Sunday, April 12, 2015
For me, SPF is not that great an anti-spam measure
I was reminded of SPF the other day. It's an anti-spam measure, primarily to help identify email spoofing. I set up an SPF record on my domain years ago, but other than that, I haven't really done anything else with it. But being reminded of it, I thought it might be a good idea to see just how effective it could be. I'm already using a greylist daemon to cut down on spam but hey, the more spam that is caught, the better.
First step—just how effective is the greylist daemon? I have the logs from the greylist daemon for the past month (March 15th to April 11th). Some processing on the logs and I have my answer:
Emails accepted | 5,028 |
---|---|
Emails rejected | 5,132 |
Total | 10,160 |
Wow!
A bit over 50% of the emails received by my email server are spam. I'm not sure if I should be depressed that easily half the email addressed to me is spam, or happy that the greylist daemon is an easy way to avoid false positives. I suppose both are in order.
Now, I still get spam despite the greylist daemon, but all that means is that the sender is actually bothering to follow the SMTP protocol—not that high a bar. So, of the emails that do get through, how much would get flagged with SPF? Okay, time to check up on the SPF specification, and boy, is that a mess. The grammar to parse SPF records requires backtracking (lovely!—and lest you think a message from 2010 has any relevence to a 2014 standard, think again; the grammar didn't change all that much) and not entirely context free either (sigh—one letter in the macro-expansion has two meanings depending on where it appears).

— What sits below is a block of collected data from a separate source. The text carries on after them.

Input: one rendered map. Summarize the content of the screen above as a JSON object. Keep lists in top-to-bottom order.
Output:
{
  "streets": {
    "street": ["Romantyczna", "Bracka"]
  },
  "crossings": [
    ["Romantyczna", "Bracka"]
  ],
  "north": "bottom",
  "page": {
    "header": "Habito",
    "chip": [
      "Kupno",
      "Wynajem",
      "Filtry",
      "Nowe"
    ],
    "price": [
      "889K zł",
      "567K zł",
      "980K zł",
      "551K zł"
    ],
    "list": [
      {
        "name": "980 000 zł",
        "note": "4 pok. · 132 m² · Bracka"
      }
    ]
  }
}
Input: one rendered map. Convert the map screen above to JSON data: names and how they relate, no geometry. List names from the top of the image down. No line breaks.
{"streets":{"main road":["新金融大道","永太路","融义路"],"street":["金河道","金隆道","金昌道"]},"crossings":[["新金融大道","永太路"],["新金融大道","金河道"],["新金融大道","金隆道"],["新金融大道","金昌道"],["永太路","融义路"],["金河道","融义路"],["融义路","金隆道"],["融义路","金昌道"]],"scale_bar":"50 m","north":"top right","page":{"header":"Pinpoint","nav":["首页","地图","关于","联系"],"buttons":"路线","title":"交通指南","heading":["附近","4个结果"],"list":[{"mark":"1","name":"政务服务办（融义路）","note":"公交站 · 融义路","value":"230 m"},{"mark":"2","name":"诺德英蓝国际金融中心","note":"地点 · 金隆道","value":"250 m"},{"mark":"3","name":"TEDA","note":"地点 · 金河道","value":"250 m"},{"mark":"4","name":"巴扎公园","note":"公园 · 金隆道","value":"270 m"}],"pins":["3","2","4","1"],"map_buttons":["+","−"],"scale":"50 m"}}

Oh, and that grammar? It's actually covers three different grammars—one for parsing the SPF record itself, a second one to parse an email header, and the third a secondary text string via a secondary DNS query (the SPF record itself is obtained via a DNS query, by the way).
Okay, so munging the grammar to what I think is intended and leaving out what I don't need, I went through the log file and for each accepted email, did an SPF check according to the specification. Granted, the data I get now might not reflect the results made at the original time, but it should give me a baseline to go by.

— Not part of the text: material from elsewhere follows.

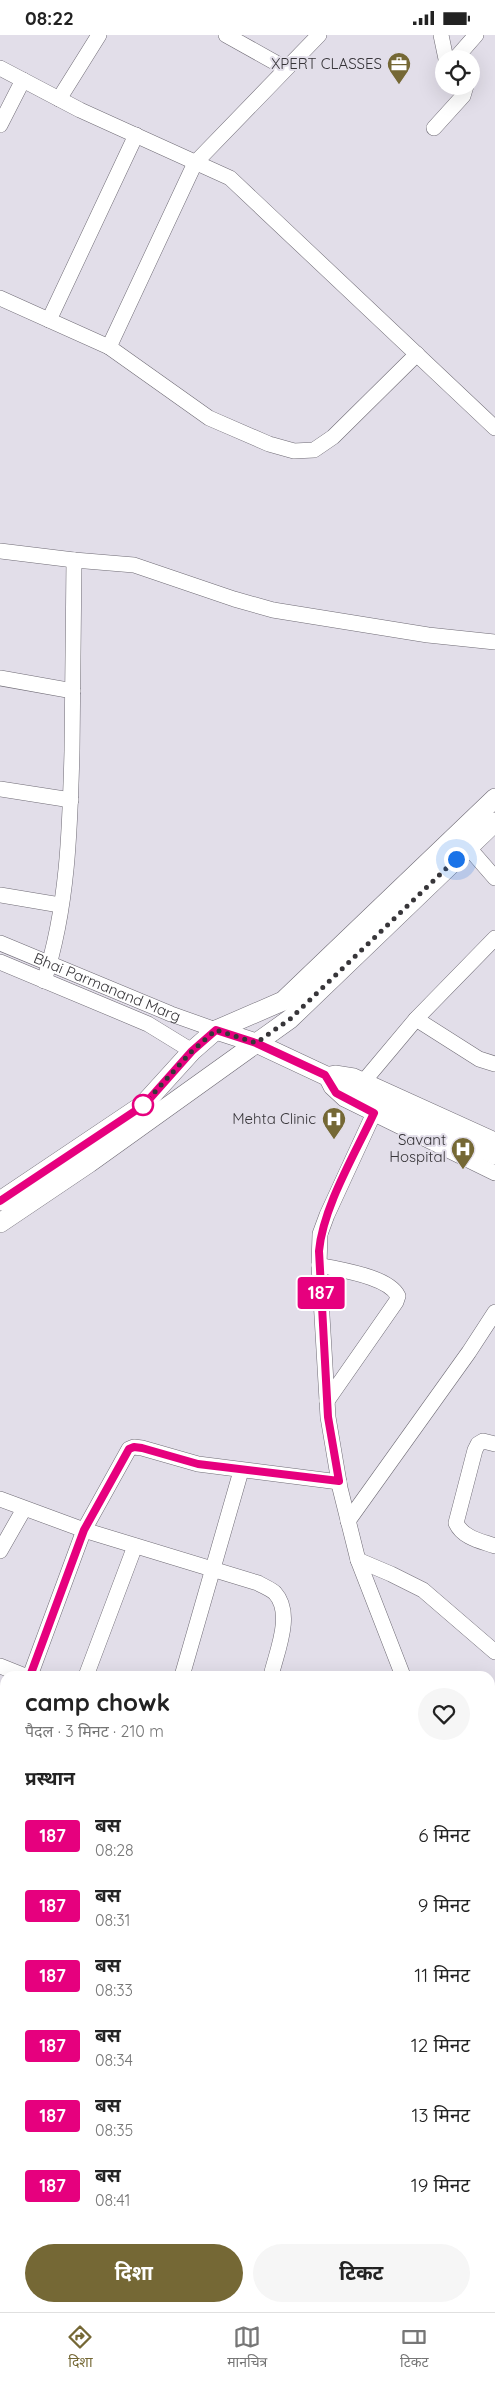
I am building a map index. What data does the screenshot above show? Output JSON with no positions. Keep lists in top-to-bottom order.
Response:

For the test, I pulled out all emails accepted (5,028) and removed those I explicitly allowed (for example, accept anything from a given IP address, or from a given domain) or that did not have a sender address (allowed by the SMTP protocol to prevent mailing loops when generating mail bounce messages), leaving me with 4,343 emails. Then, for those, I looked up the SPF record for the given domain, and if it had one, applied its policy.

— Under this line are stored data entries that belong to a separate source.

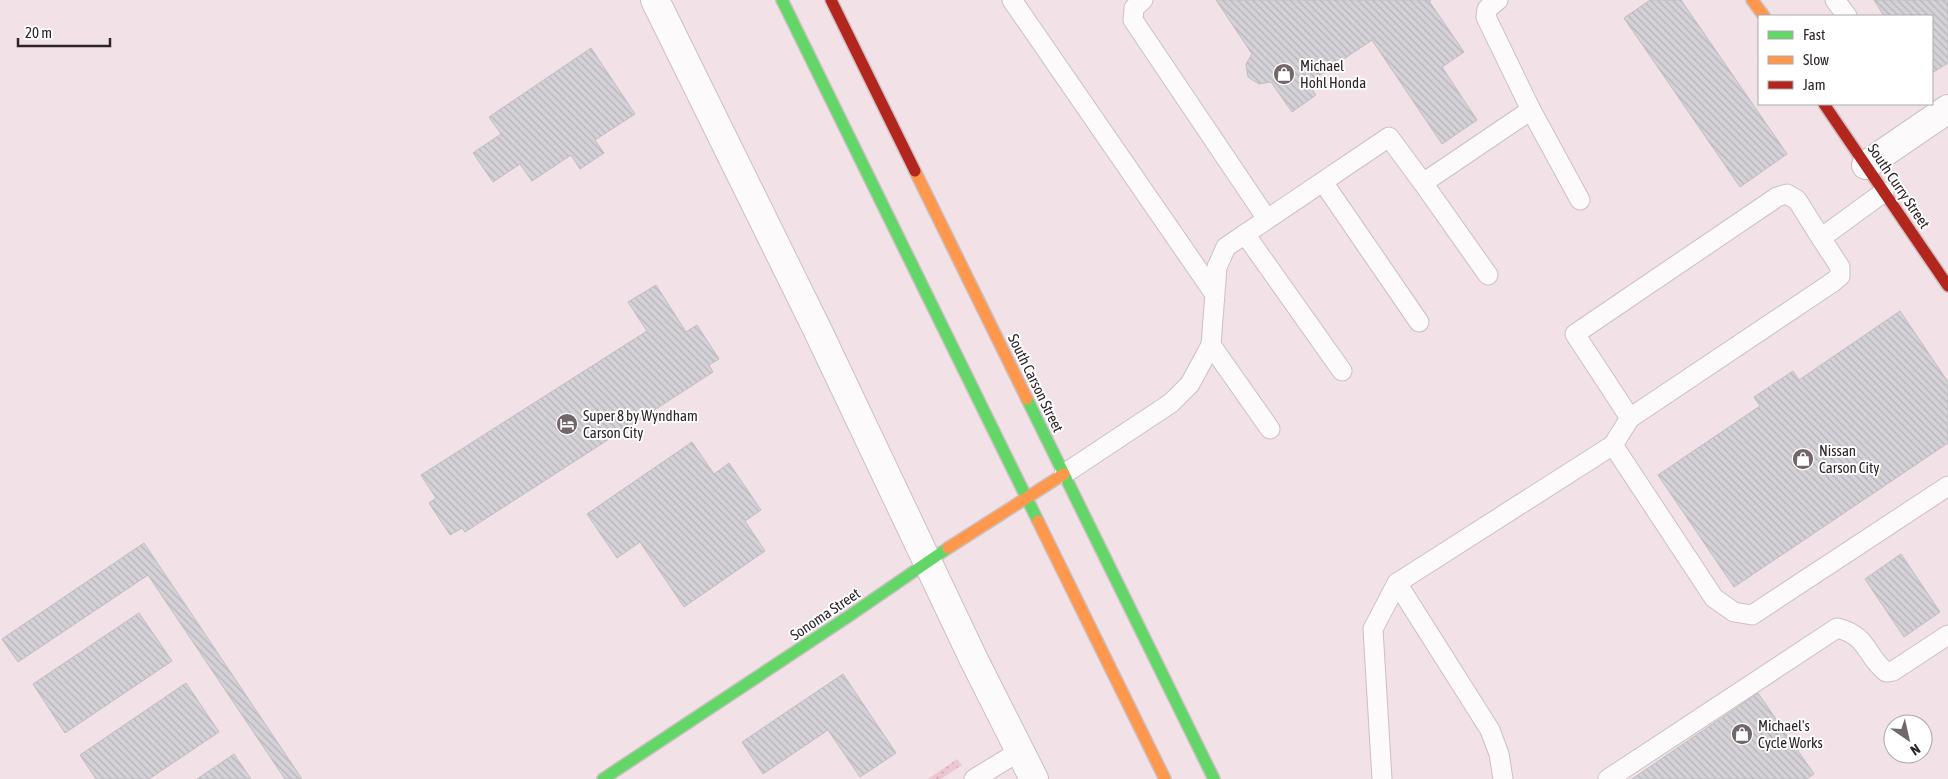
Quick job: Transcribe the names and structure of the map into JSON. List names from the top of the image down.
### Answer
{
  "streets": {
    "main road": ["South Curry Street", "South Carson Street", "Sonoma Street"]
  },
  "crossings": [
    ["South Carson Street", "Sonoma Street"]
  ],
  "places": {
    "shop": ["Michael Hohl Honda", "Nissan Carson City", "Michael's Cycle Works"],
    "hotel": ["Super 8 by Wyndham Carson City"]
  },
  "legend": ["Fast", "Slow", "Jam"],
  "scale_bar": "20 m",
  "north": "bottom right"
}
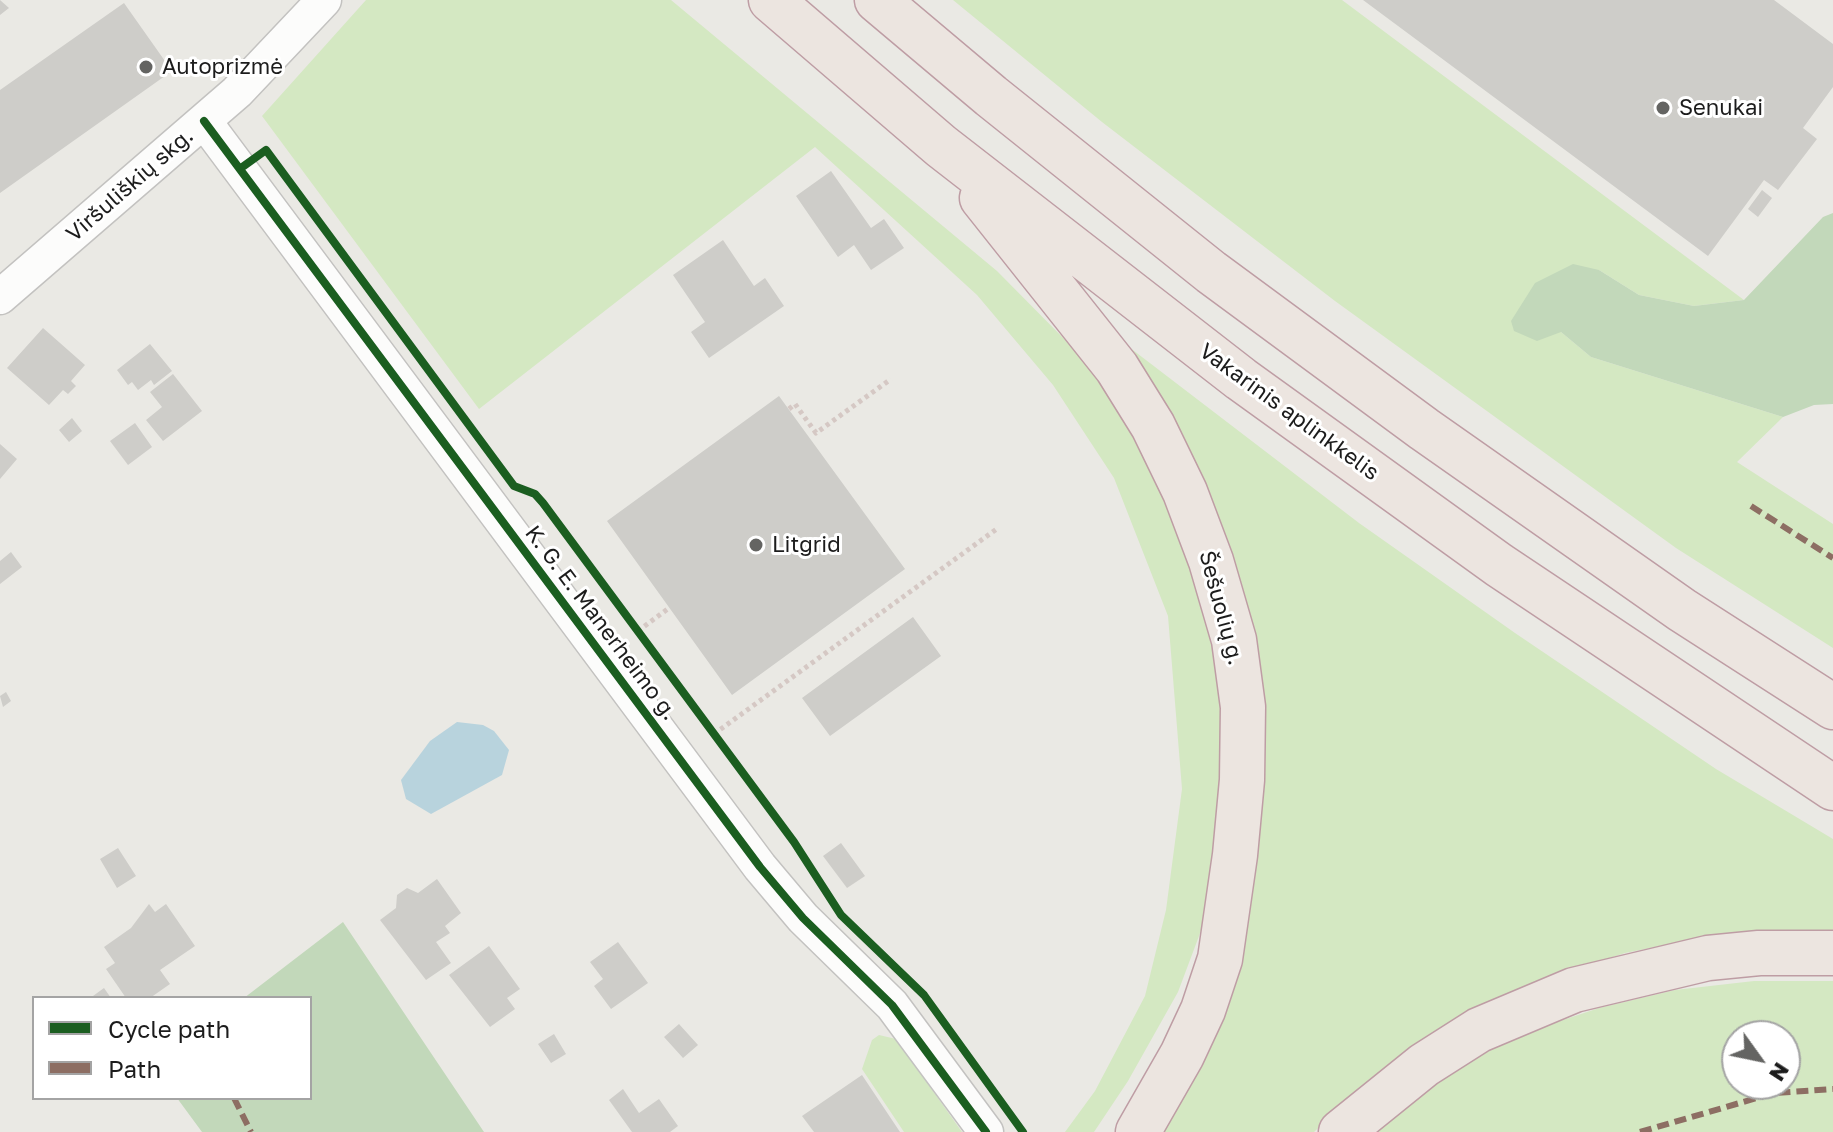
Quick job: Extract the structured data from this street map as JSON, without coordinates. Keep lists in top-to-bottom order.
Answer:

The 4,343 accepted emails came from 1,000 unique domains, of which only 433 had an SPF record. Okay, 43% of the domains have an SPF record. And of the domains that had an SPF record, only 629 emails accepted were checked. Or 12½% of all accepted incoming emails could be checked via SPF. Sigh.
But of those that were checked via SPF, how did we fare? Were a lot spam? Or were most acceptable forms of email pef SPF policy?
fail | 43 | IP address was not allowed to send this email |
softfail | 53 | IP address should not be sending this email (used for testing) |
neutral | 90 | IP address has no policy |
pass | 443 | IP address is allowed to send this email |
A 70% pass rate for SPF. Only 43, or almost 1% (or around two per day) could have been deleted as spam. Another 53 maybe, possibly, could have been deleted as spam. And 90 no idea one way or the other. Sigh.
You want to know what has a better rate of catching spam than SPF for my email? Any email addressed to my domain registration email not from the registrar. For me, I don't think it worth the effort to implement this.